This spring, in a canyon over 2,000 feet beneath the Indian Ocean surface, a robot happened upon a fantastical, coiled creature. This siphonophore, found laying like loosely piled rope on the seabed, might be the longest animal ever discovered. It’s well over 150 feet in length.
The discovery, made by scientists aboard the R/V Falkor, a vessel operated by the marine research organization the Schmidt Ocean Institute, was one of many unique sightings in, or newly published research about, the deep sea this year. The worst pandemic in a century may have canceled many marine expeditions, but discoveries in the ocean deep — abetted by robotic explorers — continued apace in 2020.
Marine scientists candidly admit humanity has “barely scratched the surface” of what transpires in the ocean’s “twilight zone,” a place extending some 660 to 3,300 feet below the surface. And we have better maps of the Martian surface than we do the ocean floor and its abyssal trenches. So it’s little surprise that when scientists go sleuthing around a largely unexplored deep sea place, they find novel things.
“We know so little about the deep ocean that pretty much anyone can find something new if they were doing something unique down there,” said Alan Leonardi, the director of the National Oceanic and Atmospheric Administration’s Office of Ocean Exploration and Research.
What follows are some (though not nearly all) significant advances made in ocean exploration this year. More exploration will inherently follow.

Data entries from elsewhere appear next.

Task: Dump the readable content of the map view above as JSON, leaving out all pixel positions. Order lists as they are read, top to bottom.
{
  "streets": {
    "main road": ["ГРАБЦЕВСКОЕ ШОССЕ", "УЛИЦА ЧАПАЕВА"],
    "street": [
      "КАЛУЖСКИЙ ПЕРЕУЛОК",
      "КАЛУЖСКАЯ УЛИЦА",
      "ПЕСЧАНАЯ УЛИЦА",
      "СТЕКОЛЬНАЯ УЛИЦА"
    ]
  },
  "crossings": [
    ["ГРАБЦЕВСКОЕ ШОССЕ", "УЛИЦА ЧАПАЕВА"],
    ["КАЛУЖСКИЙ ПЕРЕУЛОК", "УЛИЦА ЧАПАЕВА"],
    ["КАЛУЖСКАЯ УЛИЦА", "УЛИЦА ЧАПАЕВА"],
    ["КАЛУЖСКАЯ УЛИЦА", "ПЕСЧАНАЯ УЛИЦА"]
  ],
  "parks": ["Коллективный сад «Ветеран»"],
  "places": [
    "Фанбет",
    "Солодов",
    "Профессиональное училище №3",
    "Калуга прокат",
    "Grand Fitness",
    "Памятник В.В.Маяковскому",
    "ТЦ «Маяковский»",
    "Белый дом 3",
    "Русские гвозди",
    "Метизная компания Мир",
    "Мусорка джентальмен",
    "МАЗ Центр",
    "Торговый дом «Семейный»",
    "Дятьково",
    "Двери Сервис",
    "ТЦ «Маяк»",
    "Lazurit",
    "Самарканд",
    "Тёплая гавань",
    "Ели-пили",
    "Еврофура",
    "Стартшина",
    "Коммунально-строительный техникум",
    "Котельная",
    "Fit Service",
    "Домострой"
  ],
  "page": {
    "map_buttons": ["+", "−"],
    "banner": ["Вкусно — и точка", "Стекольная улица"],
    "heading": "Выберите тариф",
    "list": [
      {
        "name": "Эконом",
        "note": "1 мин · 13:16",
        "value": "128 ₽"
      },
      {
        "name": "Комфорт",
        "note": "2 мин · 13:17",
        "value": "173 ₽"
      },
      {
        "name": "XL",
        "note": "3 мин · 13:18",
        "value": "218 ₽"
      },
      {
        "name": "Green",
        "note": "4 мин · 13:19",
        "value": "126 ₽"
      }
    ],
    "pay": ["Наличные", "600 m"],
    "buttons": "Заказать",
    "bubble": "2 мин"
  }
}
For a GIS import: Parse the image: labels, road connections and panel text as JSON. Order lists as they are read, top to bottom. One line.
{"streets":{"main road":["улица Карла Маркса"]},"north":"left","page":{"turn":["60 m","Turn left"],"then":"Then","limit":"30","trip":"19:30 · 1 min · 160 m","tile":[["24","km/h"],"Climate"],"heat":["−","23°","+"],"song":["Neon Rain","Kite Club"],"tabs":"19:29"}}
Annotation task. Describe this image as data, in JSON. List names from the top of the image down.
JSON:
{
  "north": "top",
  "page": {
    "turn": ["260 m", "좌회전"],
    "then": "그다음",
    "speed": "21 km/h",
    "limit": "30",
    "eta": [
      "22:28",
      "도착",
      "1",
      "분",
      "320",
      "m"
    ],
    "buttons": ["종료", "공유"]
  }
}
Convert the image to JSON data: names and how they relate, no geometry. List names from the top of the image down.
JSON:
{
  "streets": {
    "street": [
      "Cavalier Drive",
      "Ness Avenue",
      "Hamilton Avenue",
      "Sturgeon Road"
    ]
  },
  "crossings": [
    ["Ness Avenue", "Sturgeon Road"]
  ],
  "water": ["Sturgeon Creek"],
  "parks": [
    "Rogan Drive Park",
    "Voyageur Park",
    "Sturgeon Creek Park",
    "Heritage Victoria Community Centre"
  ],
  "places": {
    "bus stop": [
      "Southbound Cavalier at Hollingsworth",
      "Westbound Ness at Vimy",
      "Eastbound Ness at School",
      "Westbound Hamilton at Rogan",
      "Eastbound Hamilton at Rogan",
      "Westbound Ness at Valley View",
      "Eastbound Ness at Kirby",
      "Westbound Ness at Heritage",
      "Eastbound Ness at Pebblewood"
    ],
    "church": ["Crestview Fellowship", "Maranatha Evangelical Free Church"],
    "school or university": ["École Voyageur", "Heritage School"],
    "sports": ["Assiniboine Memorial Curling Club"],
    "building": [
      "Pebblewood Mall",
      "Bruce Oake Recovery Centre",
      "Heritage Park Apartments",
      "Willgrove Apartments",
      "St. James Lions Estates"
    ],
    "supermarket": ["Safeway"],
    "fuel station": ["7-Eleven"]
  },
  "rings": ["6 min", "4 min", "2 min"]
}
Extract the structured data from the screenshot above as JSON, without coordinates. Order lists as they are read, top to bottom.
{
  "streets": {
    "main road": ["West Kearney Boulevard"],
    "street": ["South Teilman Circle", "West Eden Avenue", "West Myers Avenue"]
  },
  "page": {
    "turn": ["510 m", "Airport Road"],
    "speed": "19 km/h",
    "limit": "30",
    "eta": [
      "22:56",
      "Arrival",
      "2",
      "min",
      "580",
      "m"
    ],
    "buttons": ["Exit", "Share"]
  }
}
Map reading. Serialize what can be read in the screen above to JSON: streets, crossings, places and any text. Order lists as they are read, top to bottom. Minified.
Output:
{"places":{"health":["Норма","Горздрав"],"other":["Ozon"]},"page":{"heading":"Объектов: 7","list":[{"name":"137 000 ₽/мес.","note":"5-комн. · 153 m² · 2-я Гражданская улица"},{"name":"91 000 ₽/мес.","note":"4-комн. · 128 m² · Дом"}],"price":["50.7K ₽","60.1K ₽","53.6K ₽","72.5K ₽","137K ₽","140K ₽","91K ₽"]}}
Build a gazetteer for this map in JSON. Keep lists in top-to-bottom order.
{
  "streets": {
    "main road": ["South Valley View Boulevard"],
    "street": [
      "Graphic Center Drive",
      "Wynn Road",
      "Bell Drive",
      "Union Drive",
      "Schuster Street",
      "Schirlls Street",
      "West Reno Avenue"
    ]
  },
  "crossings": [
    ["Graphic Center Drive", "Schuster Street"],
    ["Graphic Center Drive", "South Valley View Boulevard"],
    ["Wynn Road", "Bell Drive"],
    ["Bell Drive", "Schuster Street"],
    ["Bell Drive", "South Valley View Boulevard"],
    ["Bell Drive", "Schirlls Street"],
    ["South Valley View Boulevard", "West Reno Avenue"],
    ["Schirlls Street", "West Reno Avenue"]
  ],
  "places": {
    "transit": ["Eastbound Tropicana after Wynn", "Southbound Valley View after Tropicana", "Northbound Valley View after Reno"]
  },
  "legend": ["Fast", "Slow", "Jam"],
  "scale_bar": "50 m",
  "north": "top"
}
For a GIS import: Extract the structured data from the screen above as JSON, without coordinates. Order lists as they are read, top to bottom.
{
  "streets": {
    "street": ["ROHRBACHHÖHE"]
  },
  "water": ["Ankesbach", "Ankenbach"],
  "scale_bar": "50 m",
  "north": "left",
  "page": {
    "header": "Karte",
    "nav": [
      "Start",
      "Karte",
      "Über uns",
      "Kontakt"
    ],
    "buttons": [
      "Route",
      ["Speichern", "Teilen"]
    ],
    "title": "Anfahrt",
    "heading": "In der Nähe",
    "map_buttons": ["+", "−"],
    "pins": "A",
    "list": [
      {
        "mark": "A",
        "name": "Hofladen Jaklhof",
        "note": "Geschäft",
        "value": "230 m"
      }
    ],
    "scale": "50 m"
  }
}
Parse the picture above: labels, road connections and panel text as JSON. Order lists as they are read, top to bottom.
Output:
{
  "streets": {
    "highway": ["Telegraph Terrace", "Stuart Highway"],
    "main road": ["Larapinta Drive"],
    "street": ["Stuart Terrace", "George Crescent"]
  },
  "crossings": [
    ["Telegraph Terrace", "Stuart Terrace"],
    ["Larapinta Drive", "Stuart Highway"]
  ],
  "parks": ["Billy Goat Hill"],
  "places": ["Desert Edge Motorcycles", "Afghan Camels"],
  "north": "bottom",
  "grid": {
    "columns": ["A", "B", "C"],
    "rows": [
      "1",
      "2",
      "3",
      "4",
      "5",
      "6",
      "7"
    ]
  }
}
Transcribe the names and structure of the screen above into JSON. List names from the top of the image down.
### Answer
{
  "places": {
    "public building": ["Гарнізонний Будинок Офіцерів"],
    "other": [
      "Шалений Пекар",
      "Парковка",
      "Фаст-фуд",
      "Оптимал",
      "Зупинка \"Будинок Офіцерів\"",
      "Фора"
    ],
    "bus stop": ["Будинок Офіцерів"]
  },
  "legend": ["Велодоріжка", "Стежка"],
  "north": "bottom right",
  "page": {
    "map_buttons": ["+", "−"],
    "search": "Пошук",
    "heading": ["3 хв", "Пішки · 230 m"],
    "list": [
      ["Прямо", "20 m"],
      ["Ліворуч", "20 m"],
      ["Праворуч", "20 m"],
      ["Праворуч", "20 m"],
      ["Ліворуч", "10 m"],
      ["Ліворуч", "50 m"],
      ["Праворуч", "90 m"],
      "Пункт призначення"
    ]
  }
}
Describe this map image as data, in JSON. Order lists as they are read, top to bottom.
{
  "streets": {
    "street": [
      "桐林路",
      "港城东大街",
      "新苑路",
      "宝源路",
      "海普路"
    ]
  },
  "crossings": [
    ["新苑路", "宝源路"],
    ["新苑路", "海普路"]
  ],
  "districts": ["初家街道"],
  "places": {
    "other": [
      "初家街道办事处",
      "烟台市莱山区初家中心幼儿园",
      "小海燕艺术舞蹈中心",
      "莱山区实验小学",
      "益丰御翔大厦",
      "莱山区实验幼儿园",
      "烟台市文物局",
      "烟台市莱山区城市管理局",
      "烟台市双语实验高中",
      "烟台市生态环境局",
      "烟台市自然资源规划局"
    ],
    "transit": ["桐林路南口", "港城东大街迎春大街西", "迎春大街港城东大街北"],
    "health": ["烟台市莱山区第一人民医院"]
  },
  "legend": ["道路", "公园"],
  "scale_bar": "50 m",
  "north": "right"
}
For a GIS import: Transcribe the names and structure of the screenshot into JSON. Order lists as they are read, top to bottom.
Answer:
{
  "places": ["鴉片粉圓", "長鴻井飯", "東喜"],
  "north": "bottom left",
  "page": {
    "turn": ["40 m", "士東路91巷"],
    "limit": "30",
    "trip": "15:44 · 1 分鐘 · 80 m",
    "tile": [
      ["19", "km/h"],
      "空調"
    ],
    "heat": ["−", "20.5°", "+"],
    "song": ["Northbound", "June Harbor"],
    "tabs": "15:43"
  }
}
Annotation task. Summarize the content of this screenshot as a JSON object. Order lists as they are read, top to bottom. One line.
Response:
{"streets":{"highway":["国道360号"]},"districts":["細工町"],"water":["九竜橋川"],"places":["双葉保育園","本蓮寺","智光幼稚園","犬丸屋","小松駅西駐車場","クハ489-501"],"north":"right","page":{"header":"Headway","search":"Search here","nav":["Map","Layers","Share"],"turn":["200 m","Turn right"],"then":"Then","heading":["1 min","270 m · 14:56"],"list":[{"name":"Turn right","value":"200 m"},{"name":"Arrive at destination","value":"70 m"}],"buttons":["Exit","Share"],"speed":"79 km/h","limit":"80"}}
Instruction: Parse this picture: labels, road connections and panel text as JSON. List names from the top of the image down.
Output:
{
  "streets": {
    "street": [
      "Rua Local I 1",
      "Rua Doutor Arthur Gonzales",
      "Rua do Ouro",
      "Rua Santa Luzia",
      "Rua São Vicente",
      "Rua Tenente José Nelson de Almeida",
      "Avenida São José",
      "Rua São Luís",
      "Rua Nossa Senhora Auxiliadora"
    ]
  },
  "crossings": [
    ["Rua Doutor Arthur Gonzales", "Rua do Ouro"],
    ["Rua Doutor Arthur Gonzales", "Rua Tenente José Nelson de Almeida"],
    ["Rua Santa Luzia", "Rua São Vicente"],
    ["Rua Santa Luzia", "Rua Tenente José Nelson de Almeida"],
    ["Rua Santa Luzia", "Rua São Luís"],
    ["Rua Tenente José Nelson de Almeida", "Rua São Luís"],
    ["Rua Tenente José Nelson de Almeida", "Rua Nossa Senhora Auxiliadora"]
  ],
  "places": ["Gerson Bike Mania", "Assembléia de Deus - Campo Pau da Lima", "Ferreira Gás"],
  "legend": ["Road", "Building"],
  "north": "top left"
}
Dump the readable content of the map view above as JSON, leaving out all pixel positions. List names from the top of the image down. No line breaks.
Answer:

It’s who we are.
“Exploration is a human endeavor,” said Leonardi. “We were born naturally curious.”
“Magnificent Alien”
The glass sponge “Advhena magnifica.”
Image: NOAA Office of Ocean Exploration and Research
Marine scientists published research in July detailing their discovery of a new sponge, Advhena magnifica, which translates to “magnificent alien.” The sponge looks like the alien Sci-Fi character “E.T.” — hence the name.
Using a remotely operated vehicle (ROV), researchers collected the sample on a seamount in the Pacific Ocean at some 6,560 feet beneath the surface. One researcher marveled that the “magnificent alien” thrived in a “Forest of the Weird,” where a diverse collection of uncanny sponges stood on stalks, awaiting any passing nutrients.
The “E.T. sponge” sample.
Image: Smithsonian National Museum of Natural History (NMNH)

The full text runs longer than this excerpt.